Records from a dataset:
-=-=-=-=-

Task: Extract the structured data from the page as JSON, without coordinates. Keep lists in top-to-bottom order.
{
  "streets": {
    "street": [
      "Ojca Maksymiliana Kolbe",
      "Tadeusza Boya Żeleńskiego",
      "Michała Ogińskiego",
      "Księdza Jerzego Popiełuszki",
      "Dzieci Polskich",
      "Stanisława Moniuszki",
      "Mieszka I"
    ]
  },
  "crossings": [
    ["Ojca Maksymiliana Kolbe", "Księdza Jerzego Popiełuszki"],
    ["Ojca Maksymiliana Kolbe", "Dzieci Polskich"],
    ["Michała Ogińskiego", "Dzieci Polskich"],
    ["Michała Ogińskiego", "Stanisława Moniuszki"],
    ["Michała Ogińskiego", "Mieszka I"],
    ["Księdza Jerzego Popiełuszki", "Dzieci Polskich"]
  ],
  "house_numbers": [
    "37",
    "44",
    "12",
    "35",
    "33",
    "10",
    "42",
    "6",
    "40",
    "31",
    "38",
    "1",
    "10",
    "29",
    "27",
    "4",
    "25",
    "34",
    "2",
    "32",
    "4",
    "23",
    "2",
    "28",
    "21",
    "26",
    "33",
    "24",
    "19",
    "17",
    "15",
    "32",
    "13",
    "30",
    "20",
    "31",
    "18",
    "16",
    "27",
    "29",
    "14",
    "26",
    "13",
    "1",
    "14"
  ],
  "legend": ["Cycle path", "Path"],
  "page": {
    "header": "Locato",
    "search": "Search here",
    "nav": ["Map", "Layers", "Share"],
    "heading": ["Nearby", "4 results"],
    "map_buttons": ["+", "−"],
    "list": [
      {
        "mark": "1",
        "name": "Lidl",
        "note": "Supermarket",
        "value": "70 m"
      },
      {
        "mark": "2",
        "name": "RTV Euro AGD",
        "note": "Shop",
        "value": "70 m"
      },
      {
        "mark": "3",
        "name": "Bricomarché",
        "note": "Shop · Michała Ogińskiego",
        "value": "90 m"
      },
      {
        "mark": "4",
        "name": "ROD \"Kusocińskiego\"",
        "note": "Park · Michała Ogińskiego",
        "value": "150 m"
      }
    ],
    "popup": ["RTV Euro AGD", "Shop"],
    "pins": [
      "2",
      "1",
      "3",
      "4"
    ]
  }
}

-=-=-=-=-

→ EXERCISE OBJECTIVE: Quote all the records exactly, please, leaving none out.

→ YOUR RESPONSE:
Task: Extract the structured data from the page as JSON, without coordinates. Keep lists in top-to-bottom order.
{
  "streets": {
    "street": [
      "Ojca Maksymiliana Kolbe",
      "Tadeusza Boya Żeleńskiego",
      "Michała Ogińskiego",
      "Księdza Jerzego Popiełuszki",
      "Dzieci Polskich",
      "Stanisława Moniuszki",
      "Mieszka I"
    ]
  },
  "crossings": [
    ["Ojca Maksymiliana Kolbe", "Księdza Jerzego Popiełuszki"],
    ["Ojca Maksymiliana Kolbe", "Dzieci Polskich"],
    ["Michała Ogińskiego", "Dzieci Polskich"],
    ["Michała Ogińskiego", "Stanisława Moniuszki"],
    ["Michała Ogińskiego", "Mieszka I"],
    ["Księdza Jerzego Popiełuszki", "Dzieci Polskich"]
  ],
  "house_numbers": [
    "37",
    "44",
    "12",
    "35",
    "33",
    "10",
    "42",
    "6",
    "40",
    "31",
    "38",
    "1",
    "10",
    "29",
    "27",
    "4",
    "25",
    "34",
    "2",
    "32",
    "4",
    "23",
    "2",
    "28",
    "21",
    "26",
    "33",
    "24",
    "19",
    "17",
    "15",
    "32",
    "13",
    "30",
    "20",
    "31",
    "18",
    "16",
    "27",
    "29",
    "14",
    "26",
    "13",
    "1",
    "14"
  ],
  "legend": ["Cycle path", "Path"],
  "page": {
    "header": "Locato",
    "search": "Search here",
    "nav": ["Map", "Layers", "Share"],
    "heading": ["Nearby", "4 results"],
    "map_buttons": ["+", "−"],
    "list": [
      {
        "mark": "1",
        "name": "Lidl",
        "note": "Supermarket",
        "value": "70 m"
      },
      {
        "mark": "2",
        "name": "RTV Euro AGD",
        "note": "Shop",
        "value": "70 m"
      },
      {
        "mark": "3",
        "name": "Bricomarché",
        "note": "Shop · Michała Ogińskiego",
        "value": "90 m"
      },
      {
        "mark": "4",
        "name": "ROD \"Kusocińskiego\"",
        "note": "Park · Michała Ogińskiego",
        "value": "150 m"
      }
    ],
    "popup": ["RTV Euro AGD", "Shop"],
    "pins": [
      "2",
      "1",
      "3",
      "4"
    ]
  }
}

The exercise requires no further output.